China’s ChiNext Index Rises 1.7% Amid Margin Trading Surge and Sector Strength

On February 23, 2026, China’s ChiNext Index, a key benchmark for high-growth technology companies, climbed 1.7% to 3,331.80, reflecting renewed investor confidence despite ongoing market volatility. The rise follows a record surge in margin trading and continued optimism in technology-driven sectors.

Margin trading balances on the Shanghai and Shenzhen stock markets reached CNY2.405 trillion (USD337.6 billion) in late September 2025, signaling heightened retail and institutional participation. Analysts attribute this trend to a growing base of individual investors, who have increasingly turned to leveraged strategies amid fluctuating market conditions. While the Shanghai Composite and Shenzhen Component indices have experienced intraday corrections, the ChiNext Index has outperformed, driven by demand for innovation-focused equities.

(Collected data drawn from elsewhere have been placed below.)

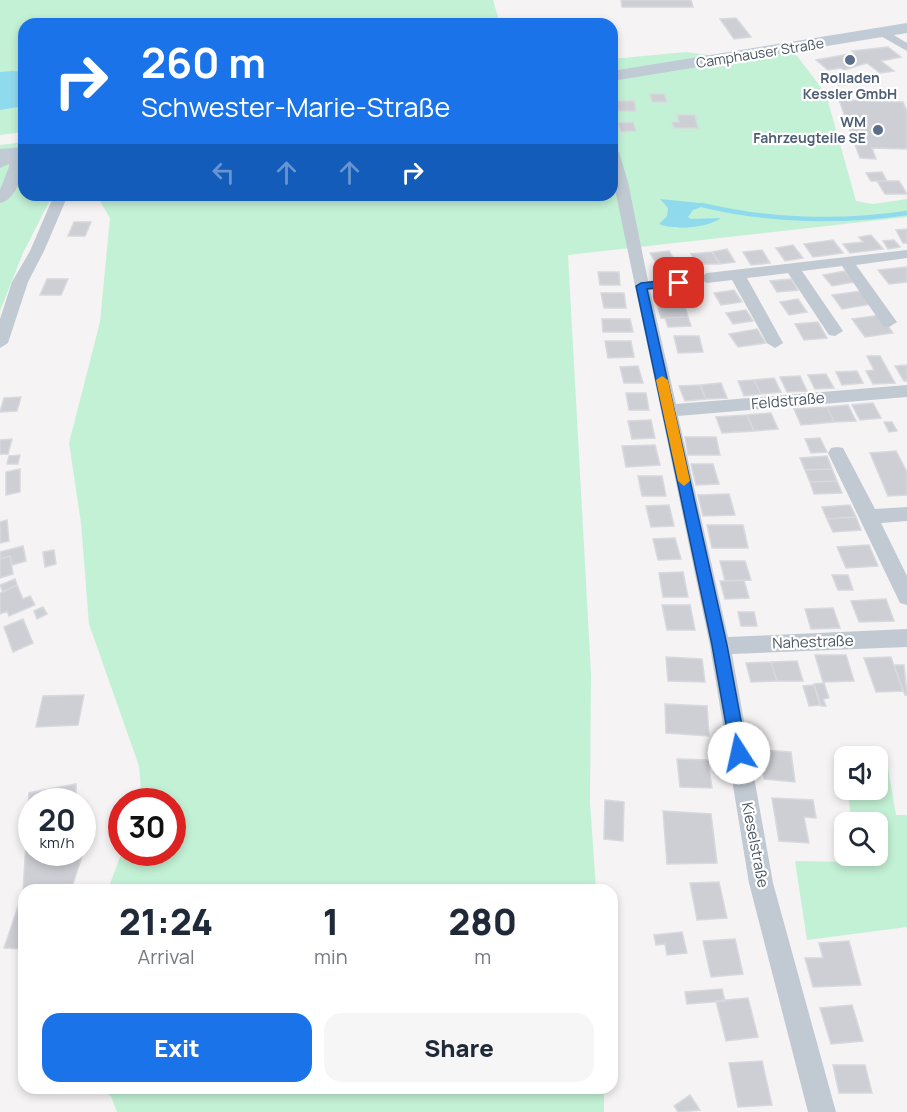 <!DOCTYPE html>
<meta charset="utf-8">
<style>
body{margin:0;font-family:Manrope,sans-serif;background:#f6f6f7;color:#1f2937;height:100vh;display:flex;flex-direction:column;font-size:22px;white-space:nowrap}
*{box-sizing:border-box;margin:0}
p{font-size:20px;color:#747a83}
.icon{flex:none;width:33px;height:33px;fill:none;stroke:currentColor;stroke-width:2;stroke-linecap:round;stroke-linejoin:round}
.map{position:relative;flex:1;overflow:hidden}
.drawer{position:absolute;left:18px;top:884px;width:600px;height:210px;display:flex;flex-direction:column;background:#fff;border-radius:18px;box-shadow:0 3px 9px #0003}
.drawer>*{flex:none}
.guide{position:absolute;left:18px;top:18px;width:600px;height:183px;border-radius:18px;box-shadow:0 3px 9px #0003;background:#1a73e8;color:#fff;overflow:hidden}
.fabs{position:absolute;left:834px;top:746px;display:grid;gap:12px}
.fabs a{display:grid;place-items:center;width:54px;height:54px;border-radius:12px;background:#fff;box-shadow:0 3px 9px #0003;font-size:30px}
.speed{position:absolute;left:18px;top:788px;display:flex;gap:12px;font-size:30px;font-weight:700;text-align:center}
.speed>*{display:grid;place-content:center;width:78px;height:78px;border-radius:50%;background:#fff;box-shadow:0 3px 9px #0003;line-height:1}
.speed small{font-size:15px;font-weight:400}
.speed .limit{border:9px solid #d22;background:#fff;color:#111}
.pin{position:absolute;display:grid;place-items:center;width:51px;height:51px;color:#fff;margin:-26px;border-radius:12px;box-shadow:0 3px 9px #0006}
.me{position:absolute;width:66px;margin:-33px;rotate:350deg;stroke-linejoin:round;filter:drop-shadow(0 0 4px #0008)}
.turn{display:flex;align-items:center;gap:21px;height:126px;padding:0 24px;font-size:27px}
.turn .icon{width:78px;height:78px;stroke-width:2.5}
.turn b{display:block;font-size:42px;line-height:51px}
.lanes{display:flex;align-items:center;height:57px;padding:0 24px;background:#0003;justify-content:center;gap:30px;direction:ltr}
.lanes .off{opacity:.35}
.eta{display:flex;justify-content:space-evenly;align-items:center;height:102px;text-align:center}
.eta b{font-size:36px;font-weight:800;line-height:42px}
.action{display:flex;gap:12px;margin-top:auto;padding:12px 24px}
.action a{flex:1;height:69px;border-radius:18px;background:#1a73e8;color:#fff;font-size:24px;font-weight:800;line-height:69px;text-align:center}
.action a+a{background:#f6f6f7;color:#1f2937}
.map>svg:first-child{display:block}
.green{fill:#c3f1d5}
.water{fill:#90daee}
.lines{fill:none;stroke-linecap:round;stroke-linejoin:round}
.stream{stroke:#90daee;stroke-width:4.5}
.building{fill:#cdcfd5;stroke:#d7d9de;stroke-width:1.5}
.street{fill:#c1cad2;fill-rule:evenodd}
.secondary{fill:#c1cbd6;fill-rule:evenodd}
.route{fill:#1a73e8;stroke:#114b97;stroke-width:1.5}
.slow{fill:#f59e0b}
.service-dot{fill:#5c6f8a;stroke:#fff;stroke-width:2}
.labels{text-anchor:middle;stroke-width:4.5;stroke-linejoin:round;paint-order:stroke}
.far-street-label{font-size:14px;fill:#4a5661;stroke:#fff}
.far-service-label{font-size:14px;font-weight:bold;fill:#4e5e75;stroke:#fff}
.street-label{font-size:15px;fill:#4a5661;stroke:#fff}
</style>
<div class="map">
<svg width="907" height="1112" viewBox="0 0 907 1112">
<rect width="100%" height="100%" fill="#f5f3f3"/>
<!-- green -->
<path class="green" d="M0 0H493L500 24H24V132L0 135Z
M686 52 738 59 794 52 826 94 856 201 873 204 907 199V217L568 255 591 674 590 802 596 889H108L122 852H172V801H142L139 766 89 624 81 523 69 443 100 322 110 218 100 201 77 199 49 202 23 253 0 311V145L24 142V195H612V59Z
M841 747 886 756 896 815H907V927L807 940 795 861 857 862 856 855H878V822H852L847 789H878V756H844V774Z
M98 1088H604V1112H117L111 1096Z"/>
<!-- water -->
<path class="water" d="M12 71 24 72V106L0 110V72Z
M660 199 700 203 704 206 693 210 688 217 691 219 721 218C706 229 673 230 659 224L667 216 668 208Z"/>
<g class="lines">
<!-- stream -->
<path class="stream" d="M702 205C768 221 840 223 907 213"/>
</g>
<!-- building -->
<path class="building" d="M621 0H691L693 7H622Z
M736 18 751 37 734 39 720 19Z
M888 47 901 57 881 61 894 71 880 73 867 63 844 70 841 68 828 70 816 60 855 53 852 51Z
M845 76 852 84 838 85 832 77Z
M650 94H664L667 102H652Z
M839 100 903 102 907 111V149L872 148 876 159 860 158Z
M615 101H634L636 111H618Z
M677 115H695L698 128H674L672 122H679Z
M633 122 636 131 621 132 618 123Z
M882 172 887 181H871L866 173Z
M877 181H899L907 194H885Z
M74 222H91L85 236H68Z
M907 229V243H903L896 230Z
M871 235 883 249 850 253 843 244 863 242 859 237Z
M833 240 843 253 813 257 804 244Z
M894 240 900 247 888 249 883 241Z
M793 245 803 258 785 261 776 248Z
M727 249 735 262 720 264 712 252Z
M762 250 770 263 751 265 743 252Z
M669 251 675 261 656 263 650 253Z
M712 252 720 264H702L700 260 695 261 691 254Z
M684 267 692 278 673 281 666 269Z
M907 267V282L889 284 878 270Z
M845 271 854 282 832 286 823 275Z
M598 272H619L620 285H600Z
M47 279H68L61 295H40Z
M791 279 798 290 777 292 770 281Z
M734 290 742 302 721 305 714 293Z
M861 291 872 304 842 309 832 295Z
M601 293H624L626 308H604Z
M798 299 807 312 789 315 780 302Z
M684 302 688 317 661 318 657 303Z
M746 310 753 321 733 324 726 313Z
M880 315 893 333 865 337 852 319Z
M688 317 691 326 668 327 665 318Z
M602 319H630L633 332H603Z
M818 322 827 338 804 340 795 324Z
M757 329 766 343 738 347 729 334Z
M674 336H699L703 352 678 353Z
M605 341H631L634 357 608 358Z
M867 356H880L895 383 873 384 866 371 874 370Z
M907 365V381H904L895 366Z
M638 366 643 383H624L620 367Z
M857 371 863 383 842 385 836 372Z
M826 374 834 388 815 389 808 375Z
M800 376 807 391 787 392 780 377Z
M774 378 781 392 761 394 754 380Z
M754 380 761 394 744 396 738 381Z
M721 383 727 398 706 399 700 385Z
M700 385 706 399 685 401 679 386Z
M626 393H646L649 410H629Z
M21 397 17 411 0 412 4 398Z
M873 403 881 418 860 420 852 405Z
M848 405 856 421 834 422 827 407Z
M827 407 834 422 801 425 794 409Z
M771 413 778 429 754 431 747 415Z
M747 415 754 431 722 433 716 417Z
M651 420 655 438 632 439 628 421Z
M884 422H892L897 431 889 432Z
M685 437H716L720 455H688Z
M820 438 827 452 811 453 805 439Z
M12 439 8 454H0V440Z
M655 445 660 465 626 467 622 446Z
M896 451 907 472V495L888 496 870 453Z
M20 455 18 464H7L9 456Z
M827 456 832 469 805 470 800 458Z
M691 464H713L719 484 696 485Z
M20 469V492L6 495V472Z
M832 469 837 481 810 482 805 470Z
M638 476H662L666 496H642Z
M837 481 842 493 814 494 810 482Z
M729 494 735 515 703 516 698 495Z
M669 505 674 526 651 527 646 506Z
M850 505 856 517 827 519 822 507Z
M856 517 861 530 833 532 827 519Z
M7 520 9 541 0 543V522Z
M707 525H743L748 548H712Z
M675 538 681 559 658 560 653 539Z
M869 545 878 566 846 568 837 547Z
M23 546 26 561 12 565 10 556 0 559V552Z
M54 550 56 564 45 567 43 552Z
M10 556 13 574 0 578V559Z
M720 561H745L751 580 725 581Z
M683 572 688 597H663L659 573Z
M832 575H848L853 590H838Z
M15 579 17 585 3 592 0 585Z
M744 580 749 598 725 599 720 581Z
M17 585 23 599 30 596 35 605 9 616 7 611 0 614V593Z
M886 599 894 621 859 622 851 601Z
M662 605H690L695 630H667Z
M43 607 47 614 37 619 34 611Z
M833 608 840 628 811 629 805 609Z
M738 612H754L757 626H741Z
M23 619 33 643 13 652 4 627Z
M815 655H846L854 681 823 682Z
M666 657 702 659 705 682 668 681Z
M891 657 903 691 876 692 864 658Z
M797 661 803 681H777L771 662Z
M771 662 777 681 751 682 746 663Z
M894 665H904L907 695H905Z
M824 683 829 698 823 699 826 706H821L814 684Z
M814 685 820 705 809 706 803 686Z
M84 695 78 725 36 727 43 696Z
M665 704 707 706 709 736 666 733Z
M761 750 791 752 795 782 764 779Z
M677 759 708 760 712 788 680 787Z
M76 784V801H32V852H75V856H82L71 890H24V949L4 948 23 892 29 793Z
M772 798 813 800 816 818 804 817 809 843 779 841Z
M605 800 624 802 623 841 604 839Z
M663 811 711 814 717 863 667 864Z
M719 882 727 918 697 920 690 883Z
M682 932 687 953 667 955 665 944 656 945 654 935Z
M735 939 743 974 711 977 703 941Z
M849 941 861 985 813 987 805 958H823L819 943Z
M722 989 725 1001 687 1004 685 992Z
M748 998 758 1037 726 1041 716 1001Z
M852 1005 863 1041 831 1044 820 1008Z
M762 1061 772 1105 738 1107 729 1063Z
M833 1065H865L872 1093H839Z
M690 1095 700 1110 678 1112 674 1106Z"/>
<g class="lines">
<!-- street -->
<path class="street" d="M879 31H887L907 43V51L879 35Z
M612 148 619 152 628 182 648 281 679 278 687 283 679 288 650 290 676 404 907 385V397L678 416 728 637 907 629V647L732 654 773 883 836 1112H808L749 883 710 646 612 175Z
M14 149 21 153C24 169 19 199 0 203V190L9 167V164L0 168V157Z
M54 195H68L44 251 28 282 8 343 0 348V319L12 282 30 251Z
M907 250V258L856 265 897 322 889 327 883 326 842 266 802 271 843 331 835 336 829 335 788 273 747 278 783 343 775 348 767 343 732 280 707 283 699 278 707 273Z
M837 447 843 448 875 509 907 507V521L881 523 907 576V605L900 603 828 453 831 448Z"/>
<!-- secondary -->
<path class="secondary" d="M907 23V33L612 81V71Z
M24 147V157L0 161V149Z"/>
</g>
<!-- route -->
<path class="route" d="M679 279 683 280V285L647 289 727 645 747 753 744 759 739 761 733 759 731 753 712 645 636 286 641 283Z"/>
<!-- slow -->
<path class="slow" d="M662 376 668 380 690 481 684 486 678 481 656 380Z"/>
<!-- markers -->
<g class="service-dot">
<circle cx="850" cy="60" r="6"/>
<circle cx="878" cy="130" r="6"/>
</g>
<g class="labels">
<!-- far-street labels -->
<g class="far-street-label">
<text transform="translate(760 53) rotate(-9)" y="5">Camphauser Straße</text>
</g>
<!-- far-service labels -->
<g class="far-service-label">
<text x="850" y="83">Rolladen<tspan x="850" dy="16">Kessler GmbH</tspan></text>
<text x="866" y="127" text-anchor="end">WM<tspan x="866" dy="16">Fahrzeugteile SE</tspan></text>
</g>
<!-- street labels -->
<g class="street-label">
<text transform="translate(788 401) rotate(-5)" y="5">Feldstraße</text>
<text transform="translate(813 642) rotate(-2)" y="5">Nahestraße</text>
<text transform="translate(755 845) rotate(79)" y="5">Kieselstraße</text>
</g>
</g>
</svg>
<div class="fabs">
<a><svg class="icon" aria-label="sound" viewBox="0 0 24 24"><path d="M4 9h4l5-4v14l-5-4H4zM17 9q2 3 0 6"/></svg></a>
<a><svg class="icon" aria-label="search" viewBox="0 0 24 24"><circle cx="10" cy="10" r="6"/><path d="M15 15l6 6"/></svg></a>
</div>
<div class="speed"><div>20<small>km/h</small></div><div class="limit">30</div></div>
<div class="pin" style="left:679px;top:283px;background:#d93025"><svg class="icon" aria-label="arrive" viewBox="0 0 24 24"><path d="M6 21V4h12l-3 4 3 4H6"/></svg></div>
<svg class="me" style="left:739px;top:753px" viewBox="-20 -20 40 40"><circle r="19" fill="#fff"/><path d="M0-13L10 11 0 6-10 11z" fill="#1a73e8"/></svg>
<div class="guide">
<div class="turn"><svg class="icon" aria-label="right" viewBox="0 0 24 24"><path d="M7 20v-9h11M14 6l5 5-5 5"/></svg><div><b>260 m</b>Schwester-Marie-Straße</div></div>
<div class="lanes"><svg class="icon off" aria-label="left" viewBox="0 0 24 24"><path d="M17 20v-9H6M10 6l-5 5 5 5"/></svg><svg class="icon off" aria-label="ahead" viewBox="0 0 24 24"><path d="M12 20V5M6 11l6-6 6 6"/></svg><svg class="icon off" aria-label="ahead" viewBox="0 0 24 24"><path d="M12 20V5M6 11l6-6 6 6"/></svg><svg class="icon" aria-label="right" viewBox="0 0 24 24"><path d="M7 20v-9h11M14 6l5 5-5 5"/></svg></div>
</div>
<section class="drawer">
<div class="eta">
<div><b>21:24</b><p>Arrival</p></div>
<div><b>1</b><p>min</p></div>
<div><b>280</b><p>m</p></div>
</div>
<div class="action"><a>Exit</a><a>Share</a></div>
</section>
</div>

Sector-specific momentum has also bolstered the index. Electronic components, communication equipment, and photovoltaic industries have seen strong performance, with investors prioritizing domestic growth drivers over external risks such as U.S. tariff threats. This aligns with broader policy support for technological self-reliance and green energy initiatives.

Market analysts remain cautiously optimistic. Hua Xiaowei of the Shanghai Securities Research Institute noted that rapid rallies often trigger short-term corrections but emphasized the index’s long-term upward trajectory. Meanwhile, Zhang Di of China Galaxy Securities highlighted the relative stability of value stocks and improved interest rate spreads, though he warned that high-valuation technology stocks may require further policy easing to sustain gains.

The potential for new Boeing orders from Chinese airlines—reportedly up to 500 jets—has also contributed to risk-on sentiment, providing a tailwind for aerospace-linked equities and broader market optimism.

In conclusion, the ChiNext Index’s 1.7% gain underscores resilience in China’s growth-oriented sectors amid macroeconomic uncertainties. While volatility persists, the interplay of margin-driven liquidity and sector-specific fundamentals, along with geopolitical developments, continues to shape investor behavior.